Joan thought about it for a second, then shook her head. "Now that butterfly is always going the other way jus' so it isn't being a copycat."
"I see," Jaeger said. "How will I know when they start liking each other?"
"Well... they'll start helping each other 'stead of fighting all the time."
Jaeger considered this, then touched a panel which put each butterfly under discrete control; they began a complex series of complementary aerial maneuvers in which each one finished a motion started by the other.
"Now they like each other," Joan said emphatically.
The two butterflies looped around several more times, slowed up to halt, dipped their wings to each other in a bow, then disappeared.
Jaeger raised the glowing and turned back to Joan. "Do you know that you're a very bright young lady?" he asked her.
"Uh-huh."
His eyes twinkled. "How do you know that?"
"I saw it in the mirror," she said.
Jaeger did a double take, regarding Joan more seriously.
"There she is!" Stanton called out from the entranceway.
Stanton headed toward the Tiger Pit; very shortly, Eleanor, Vera, and Wendell followed him, Eleanor telling her wristphone, "In the lawn dome, Mac.

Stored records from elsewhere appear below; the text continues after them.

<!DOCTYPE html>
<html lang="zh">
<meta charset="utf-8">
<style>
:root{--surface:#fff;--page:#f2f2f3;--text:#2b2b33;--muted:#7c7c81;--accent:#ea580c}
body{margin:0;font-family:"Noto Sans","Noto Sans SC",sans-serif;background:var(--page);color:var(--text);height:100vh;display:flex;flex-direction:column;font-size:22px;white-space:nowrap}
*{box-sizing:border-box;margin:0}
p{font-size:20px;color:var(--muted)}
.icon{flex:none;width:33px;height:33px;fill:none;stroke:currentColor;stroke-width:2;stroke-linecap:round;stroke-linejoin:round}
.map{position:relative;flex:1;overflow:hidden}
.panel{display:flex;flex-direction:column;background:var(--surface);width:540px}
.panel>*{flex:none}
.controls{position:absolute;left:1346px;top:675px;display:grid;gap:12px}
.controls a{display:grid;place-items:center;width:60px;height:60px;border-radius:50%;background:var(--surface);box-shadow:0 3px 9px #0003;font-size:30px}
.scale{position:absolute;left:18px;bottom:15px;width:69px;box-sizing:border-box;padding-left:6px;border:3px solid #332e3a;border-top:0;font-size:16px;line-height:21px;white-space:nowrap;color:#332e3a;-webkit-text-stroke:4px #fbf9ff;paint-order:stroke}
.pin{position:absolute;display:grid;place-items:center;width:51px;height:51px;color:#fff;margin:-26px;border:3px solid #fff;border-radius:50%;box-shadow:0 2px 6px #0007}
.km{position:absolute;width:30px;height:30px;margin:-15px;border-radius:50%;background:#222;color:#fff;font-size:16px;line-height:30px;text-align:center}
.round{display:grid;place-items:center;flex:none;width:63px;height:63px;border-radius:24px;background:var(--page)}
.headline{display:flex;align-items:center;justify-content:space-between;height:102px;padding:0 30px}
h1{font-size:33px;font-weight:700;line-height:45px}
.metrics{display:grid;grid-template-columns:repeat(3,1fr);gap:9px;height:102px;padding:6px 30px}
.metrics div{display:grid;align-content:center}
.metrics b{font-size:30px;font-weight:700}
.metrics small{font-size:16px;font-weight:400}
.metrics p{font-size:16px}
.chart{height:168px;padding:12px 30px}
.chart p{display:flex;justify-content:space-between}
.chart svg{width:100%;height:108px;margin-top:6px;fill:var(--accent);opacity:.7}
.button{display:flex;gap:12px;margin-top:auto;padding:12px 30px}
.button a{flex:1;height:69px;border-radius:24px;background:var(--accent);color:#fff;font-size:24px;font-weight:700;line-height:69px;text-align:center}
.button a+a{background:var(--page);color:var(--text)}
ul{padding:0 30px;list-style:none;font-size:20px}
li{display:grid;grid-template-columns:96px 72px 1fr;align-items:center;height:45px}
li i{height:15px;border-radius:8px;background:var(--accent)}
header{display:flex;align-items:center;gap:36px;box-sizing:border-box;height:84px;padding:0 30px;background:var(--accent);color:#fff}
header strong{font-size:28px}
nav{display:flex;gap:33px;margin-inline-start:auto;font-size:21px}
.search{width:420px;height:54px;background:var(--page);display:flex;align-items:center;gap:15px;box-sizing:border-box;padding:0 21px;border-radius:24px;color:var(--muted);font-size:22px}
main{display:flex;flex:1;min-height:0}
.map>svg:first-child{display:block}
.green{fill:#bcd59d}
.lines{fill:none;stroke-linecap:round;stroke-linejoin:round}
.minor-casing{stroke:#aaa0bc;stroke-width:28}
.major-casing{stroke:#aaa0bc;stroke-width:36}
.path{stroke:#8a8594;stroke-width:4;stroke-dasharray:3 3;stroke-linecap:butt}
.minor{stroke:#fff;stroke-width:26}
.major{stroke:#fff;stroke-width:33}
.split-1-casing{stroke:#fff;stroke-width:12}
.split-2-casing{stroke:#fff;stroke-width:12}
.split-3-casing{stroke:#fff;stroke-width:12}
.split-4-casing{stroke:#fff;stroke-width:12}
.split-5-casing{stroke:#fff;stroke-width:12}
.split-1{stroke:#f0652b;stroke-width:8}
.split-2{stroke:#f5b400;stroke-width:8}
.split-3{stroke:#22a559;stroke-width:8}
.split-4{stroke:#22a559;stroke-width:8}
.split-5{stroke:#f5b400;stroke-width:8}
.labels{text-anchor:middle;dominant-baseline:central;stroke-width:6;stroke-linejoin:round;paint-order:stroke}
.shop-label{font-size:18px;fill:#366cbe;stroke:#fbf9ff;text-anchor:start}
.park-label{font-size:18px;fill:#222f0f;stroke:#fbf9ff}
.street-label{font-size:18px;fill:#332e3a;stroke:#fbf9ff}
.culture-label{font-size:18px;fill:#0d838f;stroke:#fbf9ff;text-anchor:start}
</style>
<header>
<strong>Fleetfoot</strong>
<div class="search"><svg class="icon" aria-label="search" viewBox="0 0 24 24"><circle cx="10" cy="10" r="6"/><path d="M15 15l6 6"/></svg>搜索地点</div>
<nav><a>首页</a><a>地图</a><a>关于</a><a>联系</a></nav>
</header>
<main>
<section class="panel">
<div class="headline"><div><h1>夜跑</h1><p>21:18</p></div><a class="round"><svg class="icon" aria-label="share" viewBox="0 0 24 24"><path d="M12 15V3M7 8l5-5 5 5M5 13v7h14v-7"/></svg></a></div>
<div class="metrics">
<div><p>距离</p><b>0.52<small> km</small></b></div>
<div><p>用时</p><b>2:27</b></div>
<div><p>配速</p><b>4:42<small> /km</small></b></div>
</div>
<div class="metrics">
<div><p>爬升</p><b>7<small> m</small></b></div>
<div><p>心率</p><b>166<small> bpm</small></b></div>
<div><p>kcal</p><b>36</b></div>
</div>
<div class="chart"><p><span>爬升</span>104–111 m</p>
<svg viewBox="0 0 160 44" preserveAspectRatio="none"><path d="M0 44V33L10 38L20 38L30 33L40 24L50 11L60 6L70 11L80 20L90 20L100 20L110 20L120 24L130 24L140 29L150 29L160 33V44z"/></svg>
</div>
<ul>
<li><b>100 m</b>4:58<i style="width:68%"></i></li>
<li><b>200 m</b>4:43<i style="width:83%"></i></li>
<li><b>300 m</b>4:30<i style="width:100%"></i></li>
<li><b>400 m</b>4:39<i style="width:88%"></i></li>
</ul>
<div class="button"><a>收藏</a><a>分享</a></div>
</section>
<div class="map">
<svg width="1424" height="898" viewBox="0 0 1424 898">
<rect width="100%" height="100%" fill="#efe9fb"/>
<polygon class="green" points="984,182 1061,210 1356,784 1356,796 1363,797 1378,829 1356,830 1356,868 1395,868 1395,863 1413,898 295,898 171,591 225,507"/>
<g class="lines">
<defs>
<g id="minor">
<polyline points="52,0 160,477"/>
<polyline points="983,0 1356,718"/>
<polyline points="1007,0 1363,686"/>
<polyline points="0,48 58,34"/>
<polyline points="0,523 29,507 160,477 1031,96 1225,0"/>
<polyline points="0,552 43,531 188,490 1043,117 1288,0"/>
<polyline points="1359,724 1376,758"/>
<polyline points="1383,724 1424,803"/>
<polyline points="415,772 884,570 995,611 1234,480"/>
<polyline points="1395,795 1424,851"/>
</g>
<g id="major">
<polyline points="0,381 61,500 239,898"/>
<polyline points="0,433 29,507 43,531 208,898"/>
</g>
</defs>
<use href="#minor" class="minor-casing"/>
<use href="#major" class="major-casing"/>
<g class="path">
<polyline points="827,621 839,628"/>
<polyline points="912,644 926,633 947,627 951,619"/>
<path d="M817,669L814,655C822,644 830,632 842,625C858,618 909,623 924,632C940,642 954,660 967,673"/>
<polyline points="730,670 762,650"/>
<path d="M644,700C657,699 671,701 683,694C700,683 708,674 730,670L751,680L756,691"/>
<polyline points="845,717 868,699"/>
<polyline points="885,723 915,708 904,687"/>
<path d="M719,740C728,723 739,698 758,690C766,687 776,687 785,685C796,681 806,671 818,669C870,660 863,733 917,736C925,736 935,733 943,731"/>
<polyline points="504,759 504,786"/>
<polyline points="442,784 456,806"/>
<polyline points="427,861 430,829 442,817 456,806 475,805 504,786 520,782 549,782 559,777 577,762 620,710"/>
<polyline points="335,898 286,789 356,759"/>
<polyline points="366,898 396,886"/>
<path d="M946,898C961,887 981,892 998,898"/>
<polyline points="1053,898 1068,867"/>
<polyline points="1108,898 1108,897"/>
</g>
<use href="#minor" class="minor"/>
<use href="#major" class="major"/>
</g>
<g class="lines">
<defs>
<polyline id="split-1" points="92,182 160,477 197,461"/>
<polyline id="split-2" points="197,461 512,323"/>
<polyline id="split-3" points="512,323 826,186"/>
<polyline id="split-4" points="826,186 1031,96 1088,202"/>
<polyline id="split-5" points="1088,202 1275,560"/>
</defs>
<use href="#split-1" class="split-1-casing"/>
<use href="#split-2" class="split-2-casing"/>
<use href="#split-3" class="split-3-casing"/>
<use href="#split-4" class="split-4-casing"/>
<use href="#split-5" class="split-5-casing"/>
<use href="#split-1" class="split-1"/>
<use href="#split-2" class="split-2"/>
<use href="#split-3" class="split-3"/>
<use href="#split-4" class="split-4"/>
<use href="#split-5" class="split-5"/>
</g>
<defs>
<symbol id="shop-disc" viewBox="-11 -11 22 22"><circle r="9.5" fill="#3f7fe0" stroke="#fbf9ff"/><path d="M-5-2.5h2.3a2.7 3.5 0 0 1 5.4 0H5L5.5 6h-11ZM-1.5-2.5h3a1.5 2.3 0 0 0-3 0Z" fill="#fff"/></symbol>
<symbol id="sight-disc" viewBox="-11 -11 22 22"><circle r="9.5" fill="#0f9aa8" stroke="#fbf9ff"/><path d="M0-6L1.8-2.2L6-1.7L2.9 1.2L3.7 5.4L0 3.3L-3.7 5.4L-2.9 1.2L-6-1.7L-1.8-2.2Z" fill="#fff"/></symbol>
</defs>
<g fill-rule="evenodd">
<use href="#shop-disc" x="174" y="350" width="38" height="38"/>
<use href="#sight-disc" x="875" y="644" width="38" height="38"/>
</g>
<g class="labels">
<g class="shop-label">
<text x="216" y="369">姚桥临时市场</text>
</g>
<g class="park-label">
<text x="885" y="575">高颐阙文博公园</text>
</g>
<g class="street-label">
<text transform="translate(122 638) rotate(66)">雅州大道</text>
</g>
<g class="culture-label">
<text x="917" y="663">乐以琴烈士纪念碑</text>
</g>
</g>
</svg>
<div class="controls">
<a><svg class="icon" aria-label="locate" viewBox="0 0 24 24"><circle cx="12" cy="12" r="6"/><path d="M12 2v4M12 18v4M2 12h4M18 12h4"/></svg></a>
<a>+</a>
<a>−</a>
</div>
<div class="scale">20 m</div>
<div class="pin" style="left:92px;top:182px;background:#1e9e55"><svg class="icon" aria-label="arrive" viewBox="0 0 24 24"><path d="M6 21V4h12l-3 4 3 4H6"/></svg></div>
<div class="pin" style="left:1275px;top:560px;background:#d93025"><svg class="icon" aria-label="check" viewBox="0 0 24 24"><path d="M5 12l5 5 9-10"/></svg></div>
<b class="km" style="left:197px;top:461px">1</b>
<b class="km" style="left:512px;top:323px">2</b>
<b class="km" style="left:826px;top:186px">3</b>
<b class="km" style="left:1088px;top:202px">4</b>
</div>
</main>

You can stop worrying."
There was the standard back-and-forth as Eleanor and Stanton brought their daughter up on charges of Being out of Bed. Joan pleaded "guilty-with-an-explanation" and was given a suspended sentence. As soon as Mr. McIntosh arrived, she said good night to everyone, waved to Jaeger, and was carried off to bed again.
Of course, Eleanor then felt compelled to spend some time apologizing to Jaeger for Joan's interruption, and he spent some time telling her that he didn't mind at all, whic
h naturally she didn't believe since she thought he was just being polite. In fact, Jaeger was being polite; the absolute truth, which he refrained from telling Eleanor, was that he considered the child who had just been dragged off to bed far more interesting company than she was.

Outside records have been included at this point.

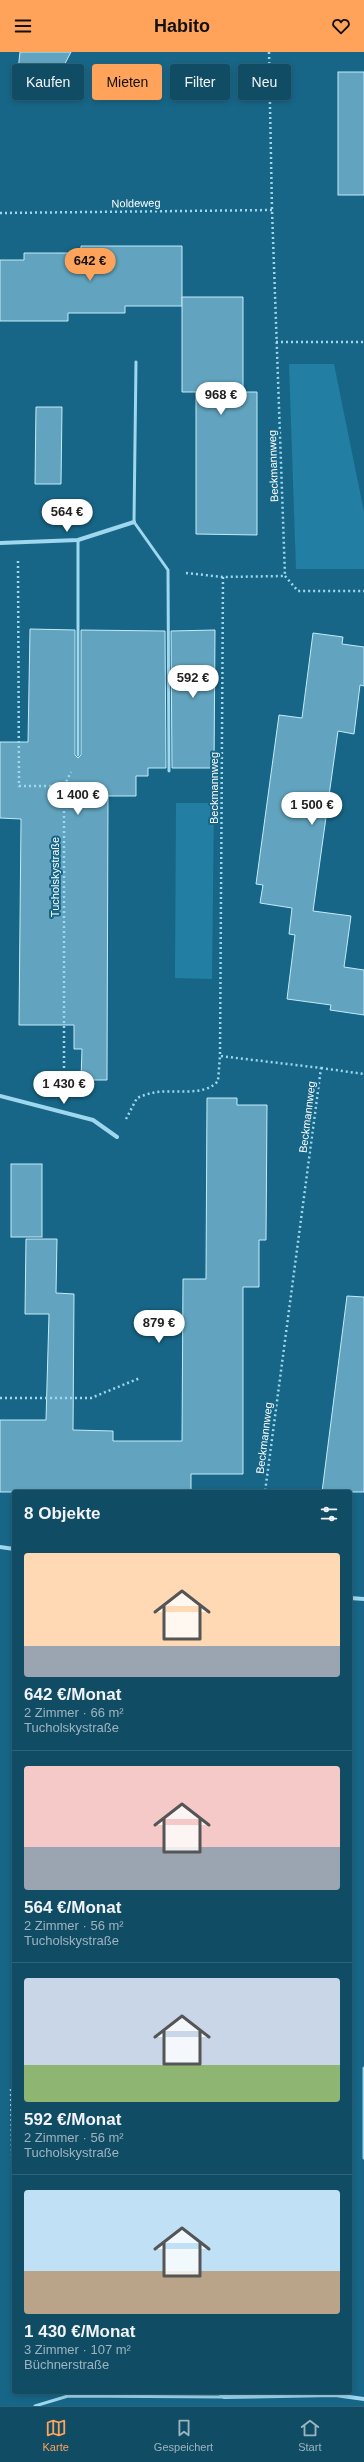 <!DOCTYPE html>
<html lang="de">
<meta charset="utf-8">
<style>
:root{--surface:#114c65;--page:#1a536b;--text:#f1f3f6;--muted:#9cb4bf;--line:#306379;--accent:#ffa35a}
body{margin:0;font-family:Helvetica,sans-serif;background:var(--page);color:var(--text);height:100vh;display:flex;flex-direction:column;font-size:15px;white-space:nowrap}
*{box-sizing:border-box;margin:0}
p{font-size:13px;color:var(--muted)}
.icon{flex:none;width:22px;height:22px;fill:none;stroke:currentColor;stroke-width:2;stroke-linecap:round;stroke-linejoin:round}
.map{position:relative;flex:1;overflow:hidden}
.sheet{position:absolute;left:12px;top:1438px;width:340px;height:904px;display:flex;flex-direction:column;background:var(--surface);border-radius:4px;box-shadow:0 2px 6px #0003,0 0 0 1px var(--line)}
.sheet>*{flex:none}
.banner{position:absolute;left:12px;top:12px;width:340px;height:36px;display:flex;gap:8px}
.price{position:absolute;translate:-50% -34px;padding:0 9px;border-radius:14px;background:#fff;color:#222;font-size:13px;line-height:26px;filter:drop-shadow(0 1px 2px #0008)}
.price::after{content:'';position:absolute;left:50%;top:24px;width:12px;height:9px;margin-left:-6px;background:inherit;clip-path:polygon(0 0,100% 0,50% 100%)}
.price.active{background:var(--accent);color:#111}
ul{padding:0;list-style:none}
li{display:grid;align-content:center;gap:8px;height:212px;padding:0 12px}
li+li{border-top:1px solid var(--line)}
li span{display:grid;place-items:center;height:124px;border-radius:4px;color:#555}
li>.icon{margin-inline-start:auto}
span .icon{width:72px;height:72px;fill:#fffc;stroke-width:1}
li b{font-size:17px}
h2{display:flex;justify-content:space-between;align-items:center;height:48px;padding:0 12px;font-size:17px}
.chip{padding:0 14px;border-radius:4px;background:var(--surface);box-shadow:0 2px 6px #0003,0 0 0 1px var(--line);font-size:14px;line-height:36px}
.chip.active{background:var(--accent);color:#111}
header{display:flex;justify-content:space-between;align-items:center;height:52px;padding:0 12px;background:var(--accent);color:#111;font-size:18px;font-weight:700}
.dock{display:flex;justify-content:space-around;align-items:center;height:56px;border-top:1px solid var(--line);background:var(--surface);font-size:11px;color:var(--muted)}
.dock a{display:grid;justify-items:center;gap:2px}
.dock .active{color:var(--accent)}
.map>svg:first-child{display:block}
</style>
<header><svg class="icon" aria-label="menu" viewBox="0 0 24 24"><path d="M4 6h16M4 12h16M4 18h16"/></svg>Habito<svg class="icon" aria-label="heart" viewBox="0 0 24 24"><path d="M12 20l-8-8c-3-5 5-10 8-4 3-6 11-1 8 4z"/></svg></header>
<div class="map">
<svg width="364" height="2354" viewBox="0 0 364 2354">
<rect width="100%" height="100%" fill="#176687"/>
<g fill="#227fa3">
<polygon points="289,312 334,312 364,460 364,517 296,517"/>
<polygon points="176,751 214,751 212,927 175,926"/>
</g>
<g fill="#62a4bf" stroke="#c3ebfa">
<polygon points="20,0 71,0 55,31 17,27"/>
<rect x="338" y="20" width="26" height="123"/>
<polygon points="81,194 182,194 182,254 125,254 125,261 68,261 68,269 0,269 0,208 24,208 24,201 81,201"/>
<polygon points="182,245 243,245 243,340 257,340 257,483 196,482 196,340 182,340"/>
<polygon points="36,355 62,355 61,432 35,432"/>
<polygon points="30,577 75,578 75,703 78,706 81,703 81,578 165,579 166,716 148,716 148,724 136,724 136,744 108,744 107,1028 81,1028 82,997 74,997 74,973 19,973 21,767 0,766 0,690 28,690"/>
<polygon points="215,578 214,716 172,716 171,579"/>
<polygon points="313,581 343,585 342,592 364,595 364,634 360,633 354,682 338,679 313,859 351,864 344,915 364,918 364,963 330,958 331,953 287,947 295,883 289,882 292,856 260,851 263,833 256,832 279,663 302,666"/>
<polygon points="207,1046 237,1046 237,1053 267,1053 266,1188 259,1188 259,1235 243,1235 243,1422 191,1422 191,1440 0,1440 0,1368 46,1368 49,1262 25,1262 26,1187 57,1187 56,1241 74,1242 73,1378 113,1379 113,1389 182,1389 183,1227 206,1227"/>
<rect x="11" y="1112" width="31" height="73"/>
<polygon points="347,1244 364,1245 364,1440 322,1440"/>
</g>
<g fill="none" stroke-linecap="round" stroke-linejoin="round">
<g stroke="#9ed7ee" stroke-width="2.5" stroke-dasharray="2 3" stroke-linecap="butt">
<polyline points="269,0 272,158 285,524"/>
<polyline points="0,161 272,158"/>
<polyline points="276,290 364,290"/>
<polyline points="18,509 19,734 64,734 64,1041"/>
<polyline points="186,521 223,525 285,524"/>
<polyline points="285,524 298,539 364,539"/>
<polyline points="223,525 220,1004 321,1016 265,1440"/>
<polyline points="64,734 71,720"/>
<polyline points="321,1016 364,1022"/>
<path d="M126 1067 137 1046C142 1044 147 1042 152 1041 172 1036 203 1046 218 1029L220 1004"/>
<polyline points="0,1346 91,1346 140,1326"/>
<polyline points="11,2037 13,2157"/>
</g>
<g stroke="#9ed7ee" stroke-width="3">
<polyline points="136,310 134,470 168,518 169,719"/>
<polyline points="78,703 78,488"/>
<polyline points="364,2016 364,2106"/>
<polyline points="217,2340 224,2345"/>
<polyline points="35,2354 68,2344 224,2345"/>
</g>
<g stroke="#9ed7ee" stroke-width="4">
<polyline points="0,491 78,488 134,470"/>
<polyline points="0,1044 93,1068 117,1085"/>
<polyline points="0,1495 14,1497"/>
<polyline points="350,1546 364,1547"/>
<polyline points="224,2345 335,2343 364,2347"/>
</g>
</g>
<g text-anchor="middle" stroke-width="4" stroke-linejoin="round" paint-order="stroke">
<g font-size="11" fill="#fff" stroke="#176687">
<text transform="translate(136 151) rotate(-1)" y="4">Noldeweg</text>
<text transform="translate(273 414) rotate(-92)" y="4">Beckmannweg</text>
<text transform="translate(214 736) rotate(-90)" y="4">Beckmannweg</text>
<text transform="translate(55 825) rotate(-90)" y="4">Tucholskystraße</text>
<text transform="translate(307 1065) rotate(-83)" y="4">Beckmannweg</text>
<text transform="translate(264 1386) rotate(-83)" y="4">Beckmannweg</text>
</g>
</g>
</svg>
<b class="price active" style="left:90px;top:230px">642 €</b>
<b class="price" style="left:221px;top:364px">968 €</b>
<b class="price" style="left:67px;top:481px">564 €</b>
<b class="price" style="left:193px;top:647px">592 €</b>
<b class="price" style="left:78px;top:764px">1 400 €</b>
<b class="price" style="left:312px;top:774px">1 500 €</b>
<b class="price" style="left:64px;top:1053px">1 430 €</b>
<b class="price" style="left:159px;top:1292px">879 €</b>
<div class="banner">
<a class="chip">Kaufen</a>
<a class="chip active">Mieten</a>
<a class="chip">Filter</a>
<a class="chip">Neu</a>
</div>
<section class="sheet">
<h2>8 Objekte<svg class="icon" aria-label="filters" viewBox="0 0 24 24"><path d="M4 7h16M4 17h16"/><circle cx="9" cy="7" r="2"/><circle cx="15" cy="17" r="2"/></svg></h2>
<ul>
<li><span style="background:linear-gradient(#ffd9b3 75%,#9aa5b1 0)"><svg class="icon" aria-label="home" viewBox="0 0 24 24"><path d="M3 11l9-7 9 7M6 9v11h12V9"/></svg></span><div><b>642 €/Monat</b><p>2 Zimmer · 66 m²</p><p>Tucholskystraße</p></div></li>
<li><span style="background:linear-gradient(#f6c9c9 65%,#9aa5b1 0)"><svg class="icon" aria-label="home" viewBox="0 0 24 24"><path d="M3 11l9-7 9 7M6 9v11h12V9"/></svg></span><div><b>564 €/Monat</b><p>2 Zimmer · 56 m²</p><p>Tucholskystraße</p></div></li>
<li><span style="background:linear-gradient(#c9d6e8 70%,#8fb573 0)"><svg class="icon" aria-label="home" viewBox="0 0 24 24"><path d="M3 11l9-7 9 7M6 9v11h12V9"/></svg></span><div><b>592 €/Monat</b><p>2 Zimmer · 56 m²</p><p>Tucholskystraße</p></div></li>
<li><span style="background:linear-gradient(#bfe0f5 65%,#b9a48a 0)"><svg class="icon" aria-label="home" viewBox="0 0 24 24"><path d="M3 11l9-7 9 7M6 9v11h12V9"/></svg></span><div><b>1 430 €/Monat</b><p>3 Zimmer · 107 m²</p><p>Büchnerstraße</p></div></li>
</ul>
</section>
</div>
<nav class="dock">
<a class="active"><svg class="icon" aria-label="map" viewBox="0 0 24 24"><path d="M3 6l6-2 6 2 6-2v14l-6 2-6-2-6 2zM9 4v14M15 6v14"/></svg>Karte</a>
<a><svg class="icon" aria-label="saved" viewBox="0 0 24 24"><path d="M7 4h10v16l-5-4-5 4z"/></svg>Gespeichert</a>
<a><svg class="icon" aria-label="home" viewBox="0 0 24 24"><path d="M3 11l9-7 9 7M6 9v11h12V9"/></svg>Start</a>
</nav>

What he did say was, "Your little girl has a very fine sense of symbolic relationships. Most refreshing."
"Well, she is very precocious," Eleanor said, "and I must tell you she was completely enchanted by your performance this morning -- her first concert. In fact, I caught Joan doing some drawings later, from memory, of your vistata. She got the color scale right, too."
"Most interesting."
"I put one up in the kitchen. Would you care to see it?"
"Mother, we should start seating," Vera said.
"I would like to see it," Jaeger said. "Perhaps afterward?"
"I was thinking, earlier today," said Eleanor, "that Joan is just the right age to start on the console."
"The perfect age," Vera said. "And in eleven years she'll be the perfect age to be floated out of a Tiger Pit on a stretcher."
"My dear," said Jaeger, "it was not by accident that I named this enclosure the 'Tiger Pit.' Every lasegrapher--indeed, every artist--is a gladiator, a matador, a Christian thrown to the wild animals. Each artist must confront the ultimates many times--the Truth, the Self, Death itself--with the Lady there to reward the winners and the Tiger for the losers. Such myths are admirably accurate. It is learning to survive one's encounters with the Tiger that distinguishes the living artists from the ghosts."